For the analyses presented here,$\:{\mu\:}_{j}$ values are defined by the j^th PPI score provided by the STRING database. STRING scores are scaled as a proportion of the maximum score, $\:STRIN{G}_{j}=(1-{\mu\:}_{j})$.

Following the standard $\:\lambda\:$ optimization procedure, root mean square error (RMSE) was calculated using a ten-fold cross-validation to derive the optimal Φ. The optimal Φ is identified by the inflection point of the Φ versus RMSE function. The final bio-primed model is fitted using the inferred hyperparameters $\:\lambda\:$ and Φ.

String database

PPI network data was downloaded from the STRING Database (Szklarczyk et al. 2021) website (www.string-db.org) in February 2024. STRING collects and scores evidence from several sources: (i) automated text mining of the scientific literature, (ii) databases of interaction experiments and annotated complexes/pathways, (iii) computational interaction predictions from co-expression and from conserved genomic context and (iv) systematic transfers of interaction evidence from one organism to another. All interaction evidence that contributes to a given network is benchmarked and scored, and the scores are integrated into a final ‘combined score’. This score is scaled between zero and one and provides an estimate of STRING’s confidence on whether a proposed association is biologically meaningful given all the contributing evidence. This confidence score for the homo sapiens organism was integrated into the LASSO regularization. Protein identifiers were mapped to human gene symbols using the biomaRt R package (Durinck et al. 2009).

Dependency data

Chronos (Dempster et al. 2021) and Demeter2 (McFarland et al. 2018)(D2) dependency data as well as molecular data including copy number (CN) variation and RNA expression profiles were downloaded from the DepMap portal (www.depmap.org) in July 2022 (version 22Q2). Drug sensitivity data was downloaded from the DepMap portal in July 2024 (version 24Q2). Genomic information including chromosome name and location were derived using the biomaRt R package (Durinck et al. 2009).

Statistical analysis

Target genes for the comprehensive CN biomarker analysis were defined using the following criteria: 1) D2 dependency values for a given target gene had less than 10% of missing values, 2) D2 dependency values were lower than − 0.5 in at least 5% of cells and 3) absolute skewness value was greater than 0.5. These selection criteria resulted in 453 target dependencies. Co-dependency was statistically evaluated by calculating the Pearson correlation between two dependency scores.

Method overview

To enhance discovery of relevant biomarkers, we extended the commonly used machine learning approach LASSO to incorporate biological information about the features by applying specialized regularization. In a typical dependency biomarker analysis, the dependent variable is the dependency score of the target gene and the independent variable is a genome-wide molecular profile, such as CN variation (Fig. 1A). Sparsity promoting regularization techniques, such as LASSO, are a popular choice for biomarker discovery because these methods aim to identify a small set of highly informative features in high dimensional data such as molecular profiles (Hédou et al. 2024). Therefore, we adapted the following two-step procedure to the LASSO regularization.

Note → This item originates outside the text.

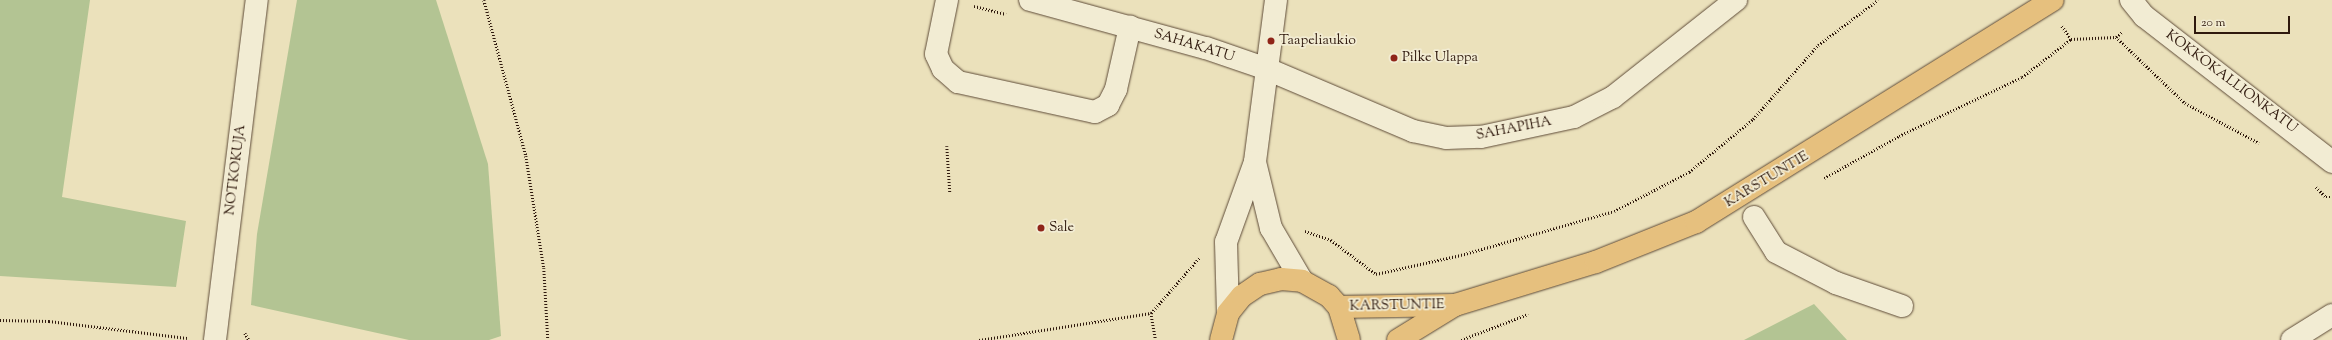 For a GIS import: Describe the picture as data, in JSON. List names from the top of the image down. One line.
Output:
{"streets":{"main road":["KARSTUNTIE"],"street":["SAHAKATU","KOKKOKALLIONKATU","SAHAPIHA","NOTKOKUJA"]},"crossings":[["SAHAKATU","SAHAPIHA"]],"places":["Taapeliaukio","Pilke Ulappa","Sale"],"scale_bar":"20 m"}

In the standard LASSO model, the regularization parameter $\:\lambda\:$ is optimized using cross-validation (Fig. 1B). The $\:\lambda\:$ parameter defines the amount of shrinkage each input feature receives. Optimization of this parameter concludes the regularization of the traditional LASSO, and we term the resulting model the baseline LASSO model. Upon optimization of $\:\lambda\:$, we introduce a novel parameter Φ which represents the magnitude of prior evidence linking each feature to the target gene. This evidence may be derived from PPI databases such as STRING DB but is not limited to this data. The Φ parameter is optimized following analogous cross-validation procedure. We term the resulting model using the optimized $\:\lambda\:$ and Φ parameters the bio-primed LASSO model. For selecting informative biomarkers, the feature coefficients of each model were assessed and interpreted.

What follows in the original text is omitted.